Directions:
Count the lines holding the string "above" in the records, and give only the count.

Material provided:
※ ※ ※

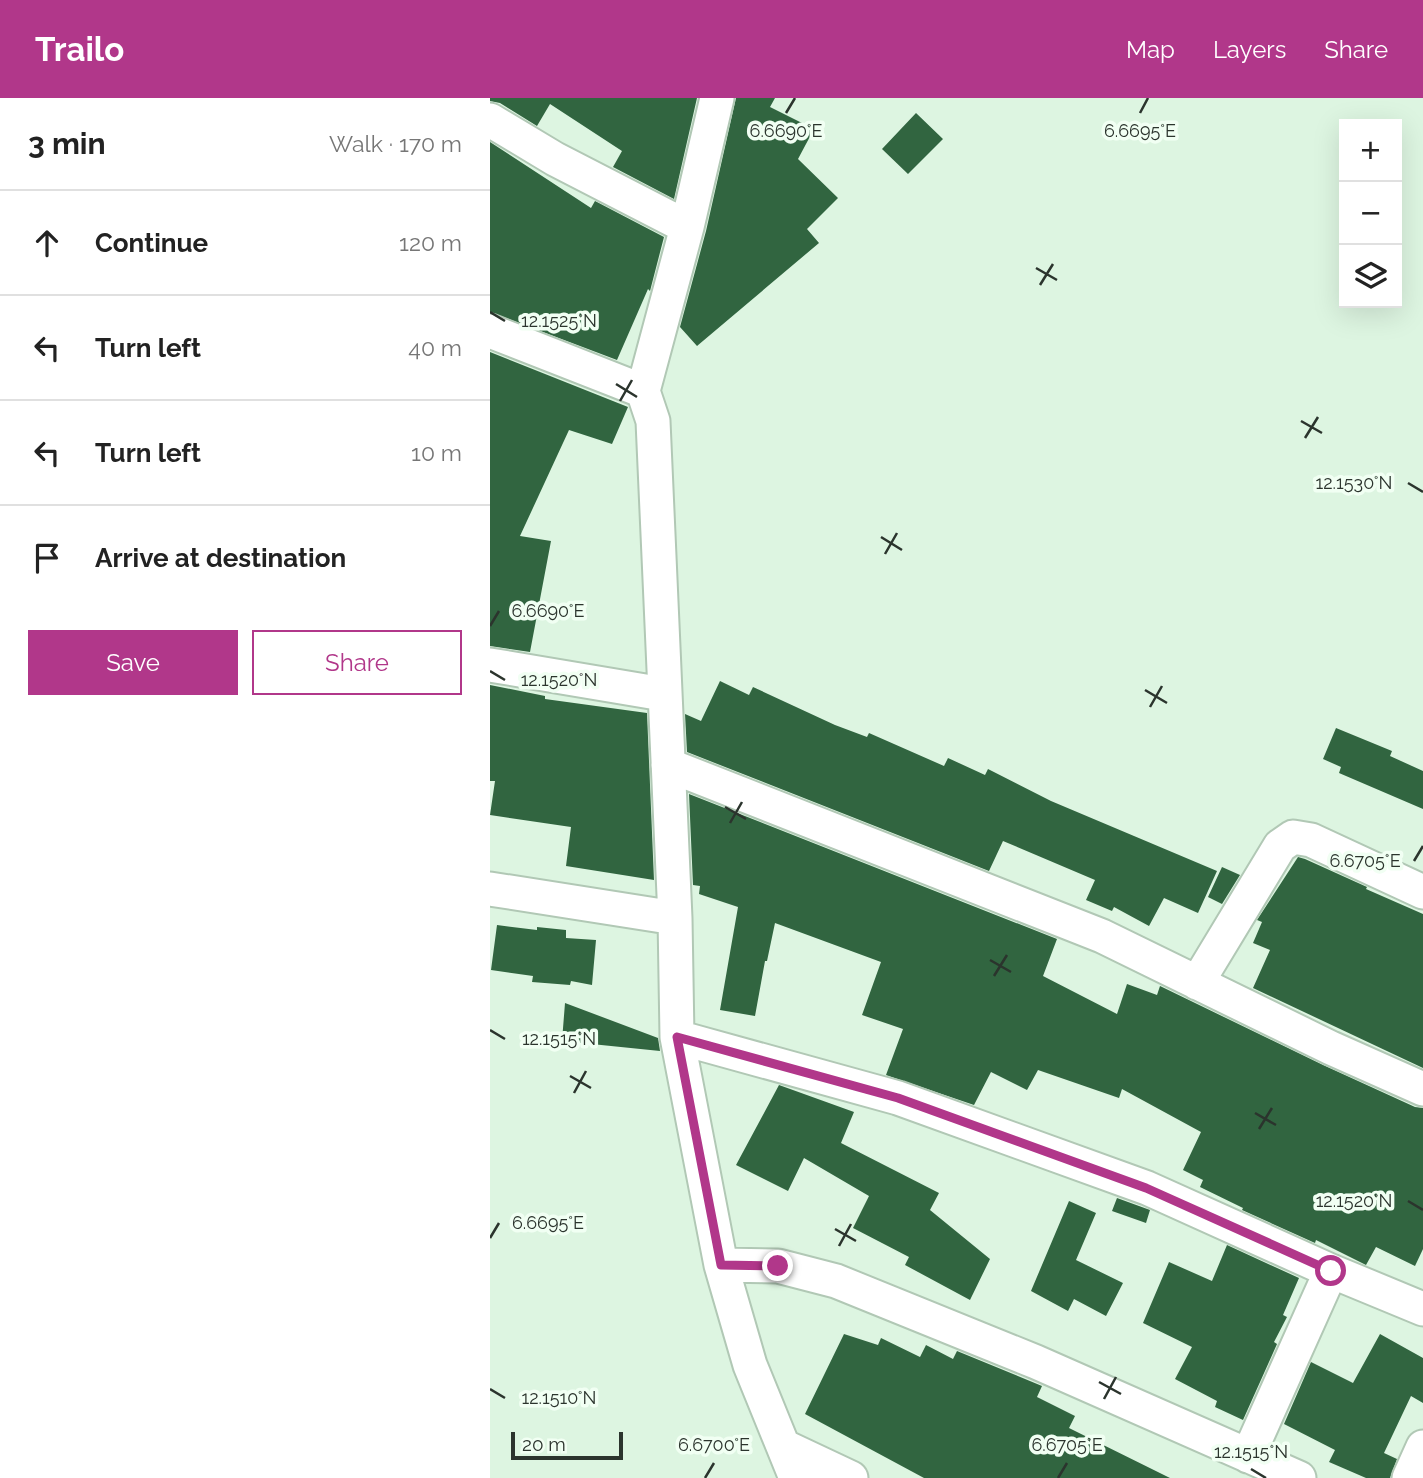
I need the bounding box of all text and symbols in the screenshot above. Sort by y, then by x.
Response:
text: Trailo [35,30,124,69]
text: Map [1126,35,1175,64]
text: Layers [1213,35,1286,64]
text: Share [1324,35,1388,64]
map controls [1339,119,1402,308]
button: + [1339,119,1402,182]
text: 6.6690°E [750,120,822,141]
text: 6.6695°E [1104,120,1176,141]
text: 3 min [28,126,106,161]
text: Walk · 170 m [329,130,462,157]
button: − [1339,182,1402,245]
icon: ahead [28,224,66,262]
text: Continue [95,228,208,258]
text: 120 m [399,229,462,256]
button: layers [1339,245,1402,308]
text: 12.1525°N [521,310,597,331]
icon: left [28,329,66,367]
text: Turn left [95,333,201,363]
text: 40 m [408,334,462,361]
icon: left [28,434,66,472]
text: Turn left [95,438,201,468]
text: 10 m [411,439,462,466]
text: 12.1530°N [1316,472,1392,493]
icon: arrive [28,539,66,577]
text: Arrive at destination [95,543,346,573]
text: 6.6690°E [512,600,584,621]
button: Save [28,630,238,695]
button: Share [252,630,462,695]
text: 12.1520°N [521,669,597,690]
text: 6.6705°E [1329,850,1401,871]
text: 12.1515°N [522,1028,596,1049]
text: 12.1520°N [1316,1190,1392,1211]
text: 6.6695°E [512,1212,584,1233]
route end [762,1250,793,1281]
route start [1315,1255,1346,1286]
text: 12.1510°N [521,1387,597,1408]
scale bar [511,1429,623,1461]
text: 20 m [522,1433,566,1455]
text: 6.6700°E [678,1434,750,1455]
text: 6.6705°E [1031,1434,1103,1455]
text: 12.1515°N [1214,1441,1288,1462]

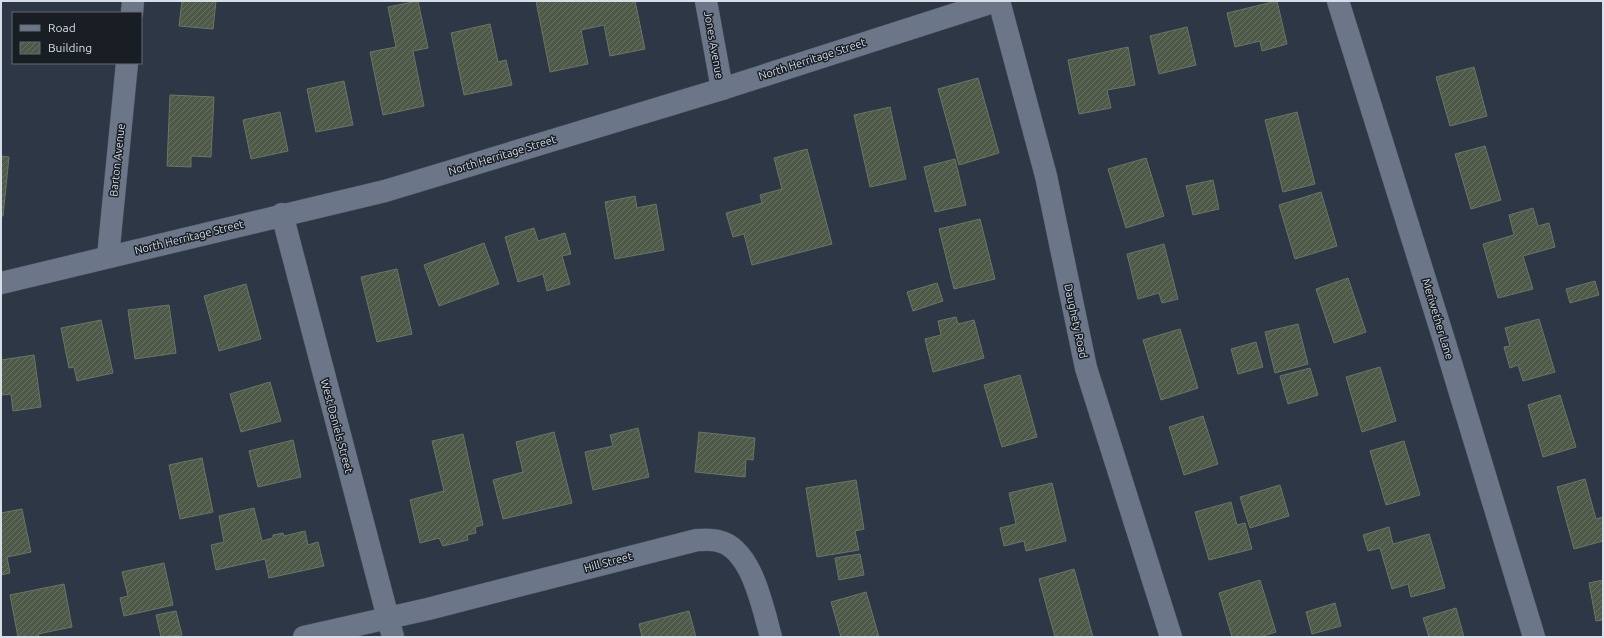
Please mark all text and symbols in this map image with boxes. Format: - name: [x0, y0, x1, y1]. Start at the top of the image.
- street label: Jones Avenue: [702, 10, 726, 80]
- legend: [12, 12, 142, 64]
- text: Road: [48, 21, 76, 34]
- street label: North Herritage Street: [757, 36, 868, 82]
- text: Building: [48, 41, 92, 54]
- street label: Barton Avenue: [107, 123, 127, 197]
- street label: North Herritage Street: [447, 133, 558, 177]
- street label: North Herritage Street: [133, 217, 245, 256]
- street label: Meriwether Lane: [1420, 277, 1456, 361]
- street label: Daughety Road: [1062, 283, 1090, 359]
- street label: West Daniels Street: [319, 378, 356, 475]
- street label: Hill Street: [583, 550, 634, 574]

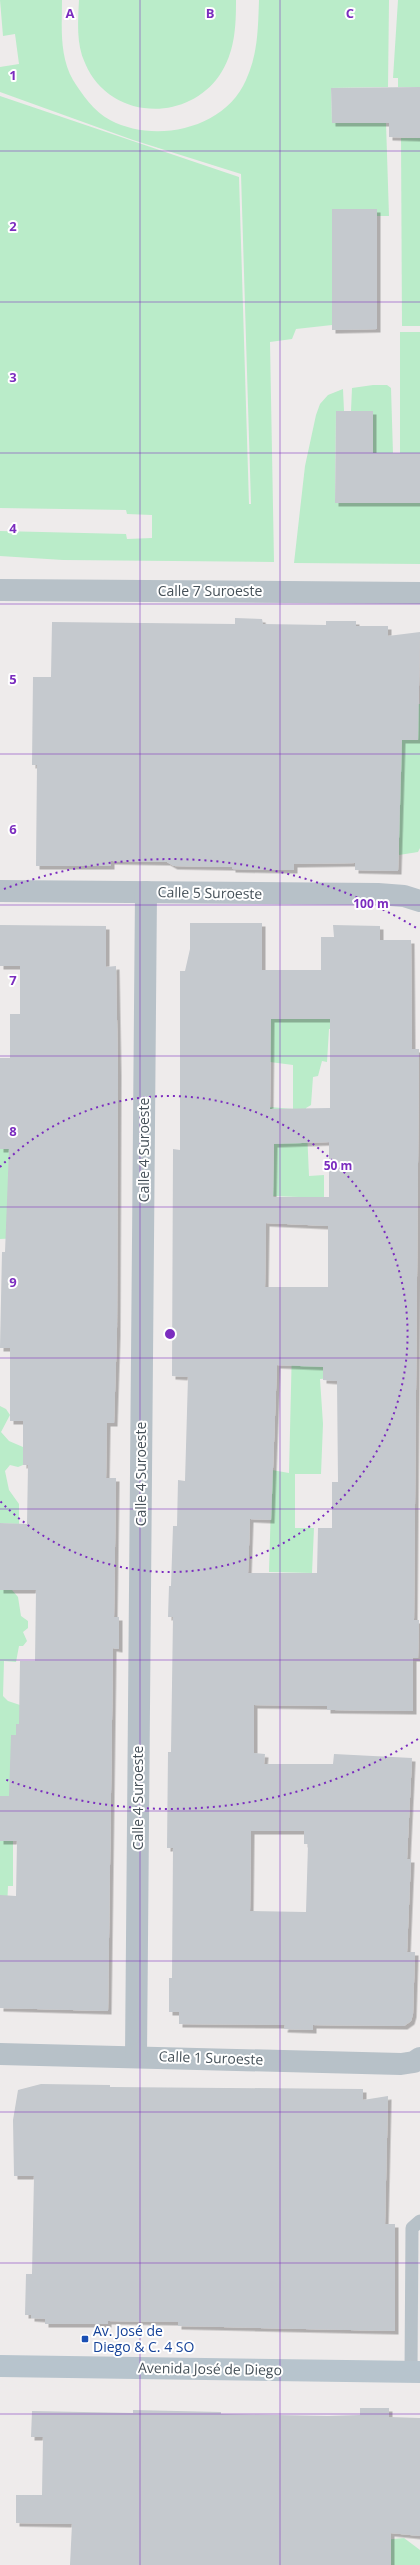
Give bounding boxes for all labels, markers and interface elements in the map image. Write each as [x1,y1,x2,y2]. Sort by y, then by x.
text: A [66,4,75,22]
text: B [206,4,215,22]
text: C [346,4,354,22]
text: 1 [9,66,17,84]
text: 2 [9,217,17,235]
text: 3 [9,368,17,386]
text: 4 [9,519,17,537]
street label: Calle 7 Suroeste [158,581,262,600]
text: 5 [9,670,17,688]
text: 6 [9,820,17,838]
street label: Calle 5 Suroeste [158,882,263,903]
text: 100 m [353,895,389,912]
text: 7 [9,971,17,989]
street label: Calle 4 Suroeste [134,1098,153,1202]
text: 8 [9,1122,17,1140]
text: 50 m [324,1157,352,1174]
text: 9 [9,1273,17,1291]
centre of rings [163,1327,177,1341]
street label: Calle 4 Suroeste [131,1422,150,1526]
street label: Calle 4 Suroeste [128,1746,147,1850]
street label: Calle 1 Suroeste [158,2046,264,2069]
place label: Av. José de Diego & C. 4 SO [93,2321,195,2356]
marker: Av. José de Diego & C. 4 SO [80,2334,90,2344]
street label: Avenida José de Diego [138,2358,282,2379]

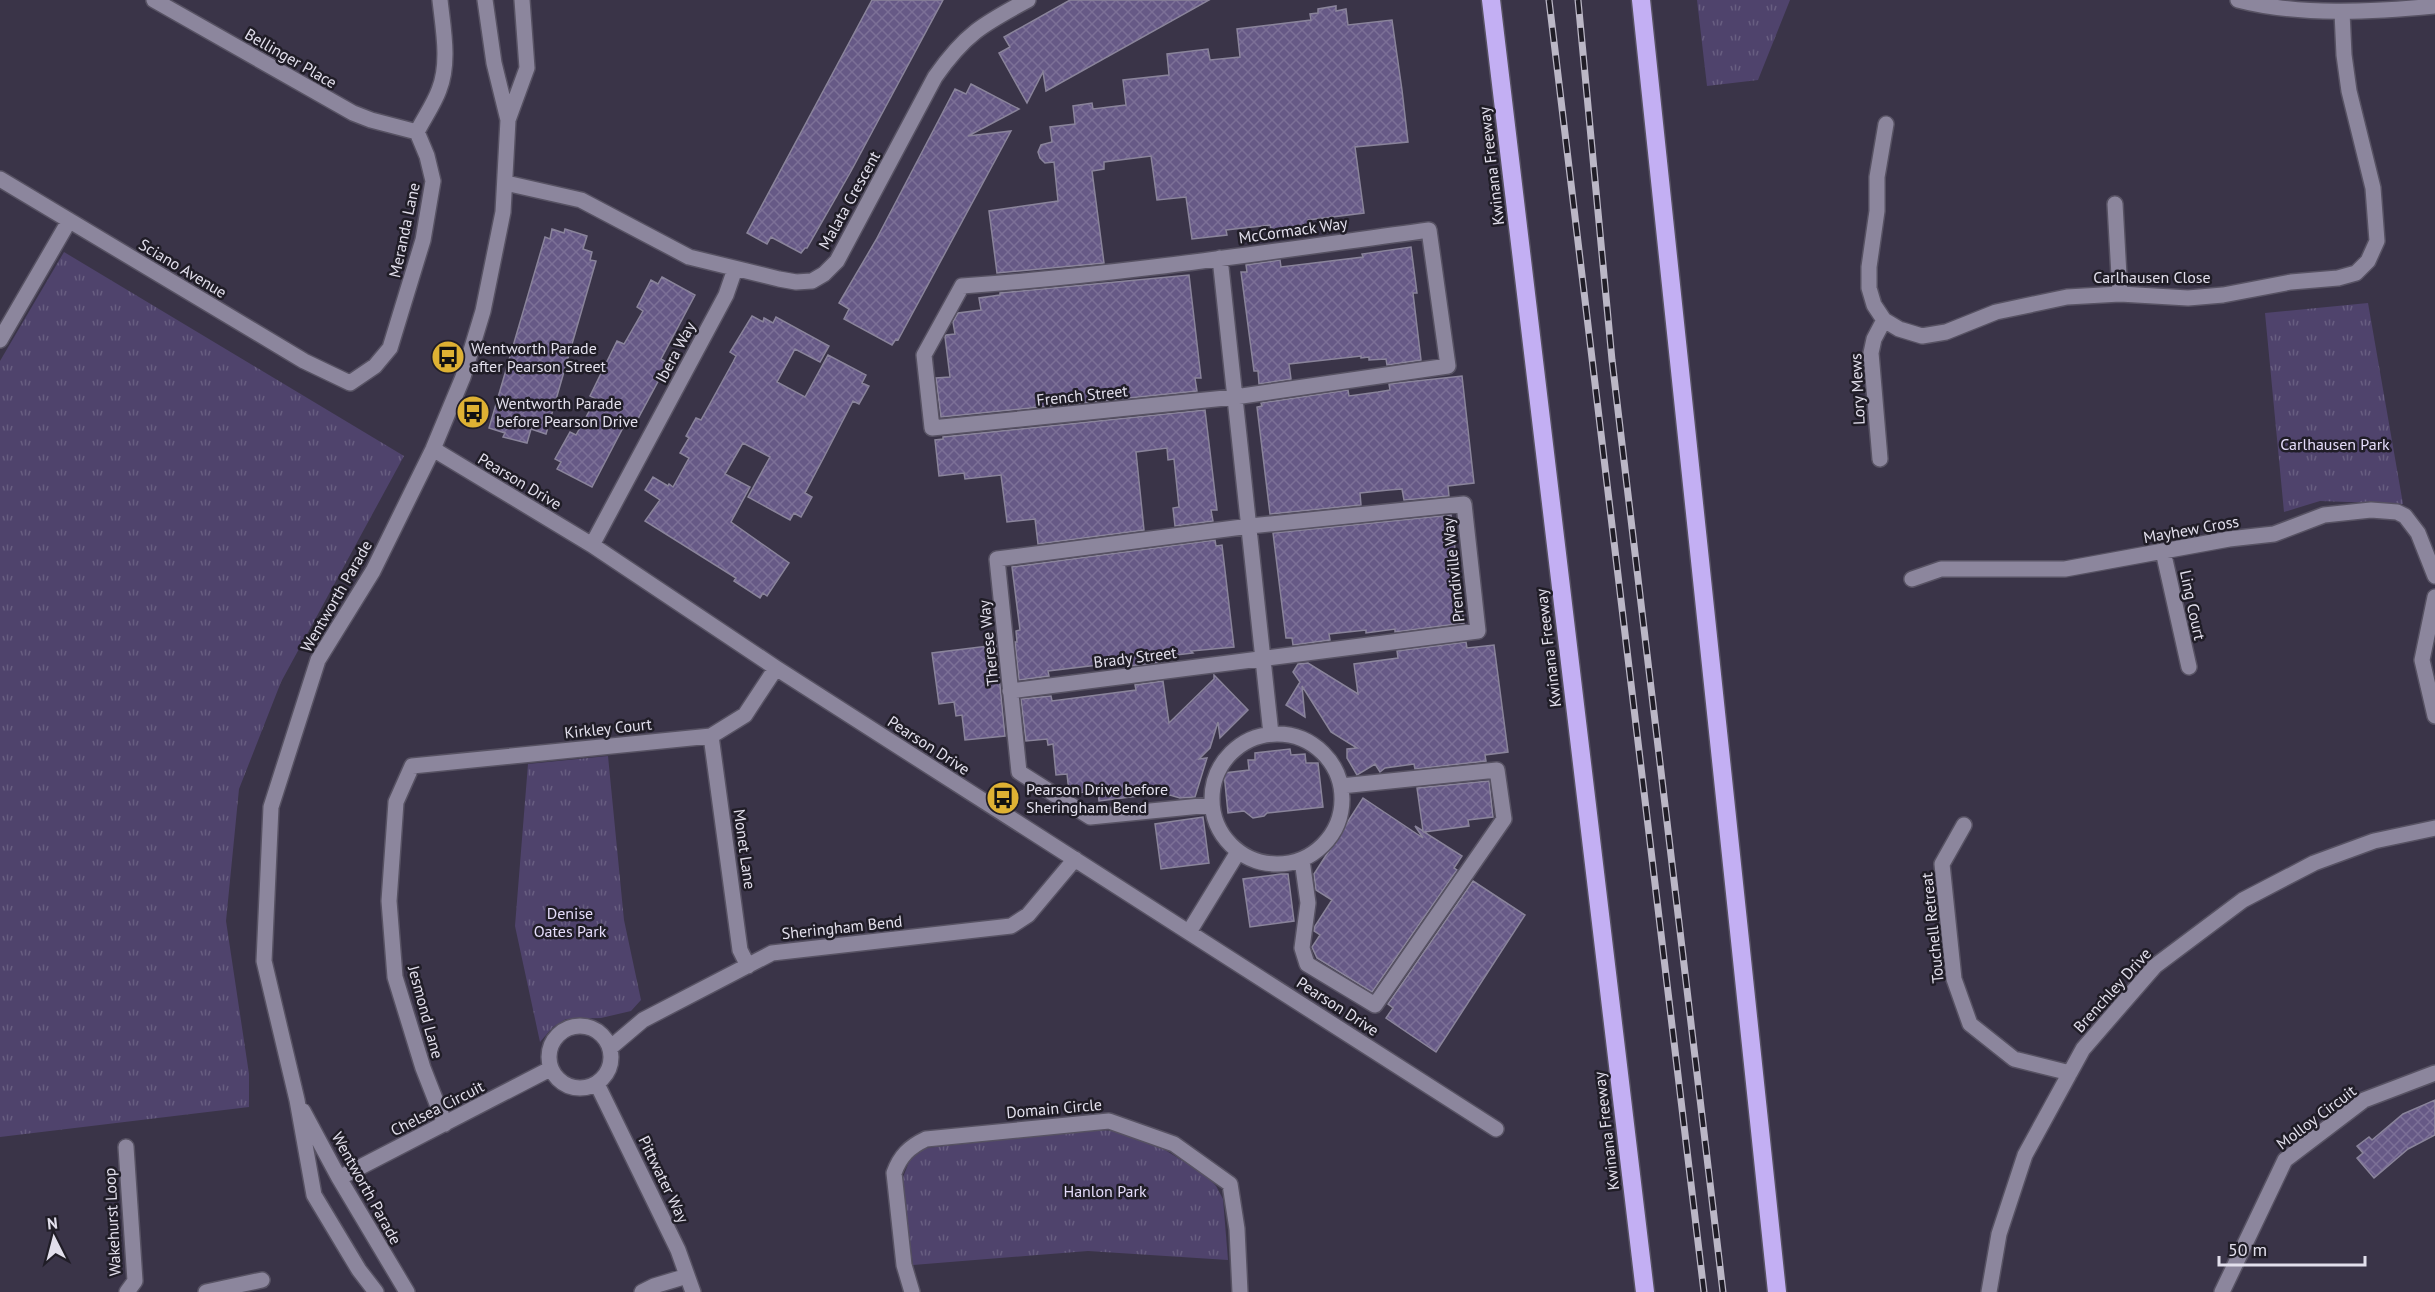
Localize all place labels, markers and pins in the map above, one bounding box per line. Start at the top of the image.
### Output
place label: Wentworth Parade after Pearson Street [471,338,607,376]
bus stop icon: Wentworth Parade after Pearson Street [430,339,466,375]
place label: Wentworth Parade before Pearson Drive [496,393,638,431]
bus stop icon: Wentworth Parade before Pearson Drive [455,394,491,430]
place label: Pearson Drive before Sheringham Bend [1026,779,1168,817]
bus stop icon: Pearson Drive before Sheringham Bend [985,780,1021,816]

※ ※ ※

Result of this task:
2